=== GIVEN DATA ===
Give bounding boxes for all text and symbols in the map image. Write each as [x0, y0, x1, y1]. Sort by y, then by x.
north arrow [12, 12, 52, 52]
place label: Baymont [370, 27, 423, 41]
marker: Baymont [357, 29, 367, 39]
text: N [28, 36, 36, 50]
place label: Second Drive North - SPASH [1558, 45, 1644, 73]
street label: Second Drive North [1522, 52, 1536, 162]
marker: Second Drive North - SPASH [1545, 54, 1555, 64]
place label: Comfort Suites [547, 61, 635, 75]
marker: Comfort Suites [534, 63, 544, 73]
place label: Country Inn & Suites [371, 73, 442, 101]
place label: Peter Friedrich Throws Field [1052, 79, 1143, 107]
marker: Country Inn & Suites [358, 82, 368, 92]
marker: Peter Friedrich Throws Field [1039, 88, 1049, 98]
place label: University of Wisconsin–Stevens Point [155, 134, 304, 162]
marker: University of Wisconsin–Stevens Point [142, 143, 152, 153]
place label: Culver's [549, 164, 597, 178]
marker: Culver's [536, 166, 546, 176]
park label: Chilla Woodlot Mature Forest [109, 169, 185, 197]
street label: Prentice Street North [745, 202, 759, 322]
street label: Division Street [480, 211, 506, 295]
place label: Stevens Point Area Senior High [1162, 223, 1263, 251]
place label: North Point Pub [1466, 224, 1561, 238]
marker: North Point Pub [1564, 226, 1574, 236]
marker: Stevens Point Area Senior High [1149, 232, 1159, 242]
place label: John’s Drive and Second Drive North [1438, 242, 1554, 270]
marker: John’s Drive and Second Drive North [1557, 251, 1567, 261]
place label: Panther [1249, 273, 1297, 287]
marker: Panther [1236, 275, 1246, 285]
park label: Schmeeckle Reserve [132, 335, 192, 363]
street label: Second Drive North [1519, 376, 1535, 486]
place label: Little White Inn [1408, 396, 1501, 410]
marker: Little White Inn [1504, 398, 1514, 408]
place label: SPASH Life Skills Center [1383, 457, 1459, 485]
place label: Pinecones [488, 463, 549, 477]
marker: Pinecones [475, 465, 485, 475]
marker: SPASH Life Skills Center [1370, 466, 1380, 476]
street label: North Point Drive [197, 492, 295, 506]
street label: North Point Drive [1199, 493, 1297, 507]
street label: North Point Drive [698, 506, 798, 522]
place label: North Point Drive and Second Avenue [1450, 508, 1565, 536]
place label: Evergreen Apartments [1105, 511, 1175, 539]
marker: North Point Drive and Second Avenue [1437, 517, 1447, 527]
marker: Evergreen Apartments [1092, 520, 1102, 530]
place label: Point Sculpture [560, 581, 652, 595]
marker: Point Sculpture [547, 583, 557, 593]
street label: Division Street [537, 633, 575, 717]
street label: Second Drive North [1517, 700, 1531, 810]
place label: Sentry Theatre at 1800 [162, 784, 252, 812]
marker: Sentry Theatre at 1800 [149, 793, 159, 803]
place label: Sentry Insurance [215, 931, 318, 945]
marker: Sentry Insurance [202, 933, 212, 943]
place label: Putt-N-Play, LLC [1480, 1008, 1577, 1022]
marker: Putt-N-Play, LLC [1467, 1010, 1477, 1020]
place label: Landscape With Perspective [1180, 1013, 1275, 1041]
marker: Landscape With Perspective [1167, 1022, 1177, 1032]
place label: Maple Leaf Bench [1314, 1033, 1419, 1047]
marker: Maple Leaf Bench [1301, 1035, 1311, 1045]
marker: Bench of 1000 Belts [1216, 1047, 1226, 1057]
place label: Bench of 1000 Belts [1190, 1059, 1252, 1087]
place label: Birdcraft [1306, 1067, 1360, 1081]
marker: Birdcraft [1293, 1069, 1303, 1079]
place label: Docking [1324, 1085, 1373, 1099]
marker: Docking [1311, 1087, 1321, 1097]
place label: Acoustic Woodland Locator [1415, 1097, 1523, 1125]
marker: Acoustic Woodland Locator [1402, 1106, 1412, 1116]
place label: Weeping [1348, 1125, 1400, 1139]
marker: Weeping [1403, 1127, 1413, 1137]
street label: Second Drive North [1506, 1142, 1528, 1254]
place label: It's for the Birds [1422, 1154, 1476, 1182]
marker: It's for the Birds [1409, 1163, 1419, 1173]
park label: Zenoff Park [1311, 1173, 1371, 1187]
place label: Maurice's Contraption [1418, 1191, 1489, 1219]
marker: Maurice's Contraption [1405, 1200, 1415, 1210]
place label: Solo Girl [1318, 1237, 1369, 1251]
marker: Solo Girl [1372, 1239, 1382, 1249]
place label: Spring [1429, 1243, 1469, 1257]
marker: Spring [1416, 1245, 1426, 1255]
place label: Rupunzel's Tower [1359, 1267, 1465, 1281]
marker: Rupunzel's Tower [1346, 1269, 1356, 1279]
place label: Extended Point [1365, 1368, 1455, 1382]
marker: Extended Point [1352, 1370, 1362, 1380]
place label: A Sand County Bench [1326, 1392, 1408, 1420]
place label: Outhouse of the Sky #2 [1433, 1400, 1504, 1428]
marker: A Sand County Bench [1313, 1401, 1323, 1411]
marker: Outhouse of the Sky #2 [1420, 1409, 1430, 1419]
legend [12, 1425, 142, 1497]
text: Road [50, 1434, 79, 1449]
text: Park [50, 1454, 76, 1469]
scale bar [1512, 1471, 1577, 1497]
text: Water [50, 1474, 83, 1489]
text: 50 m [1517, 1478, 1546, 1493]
===
If a line in the records above has the word "Country", copy it out.

place label: Country Inn & Suites [371, 73, 442, 101]
marker: Country Inn & Suites [358, 82, 368, 92]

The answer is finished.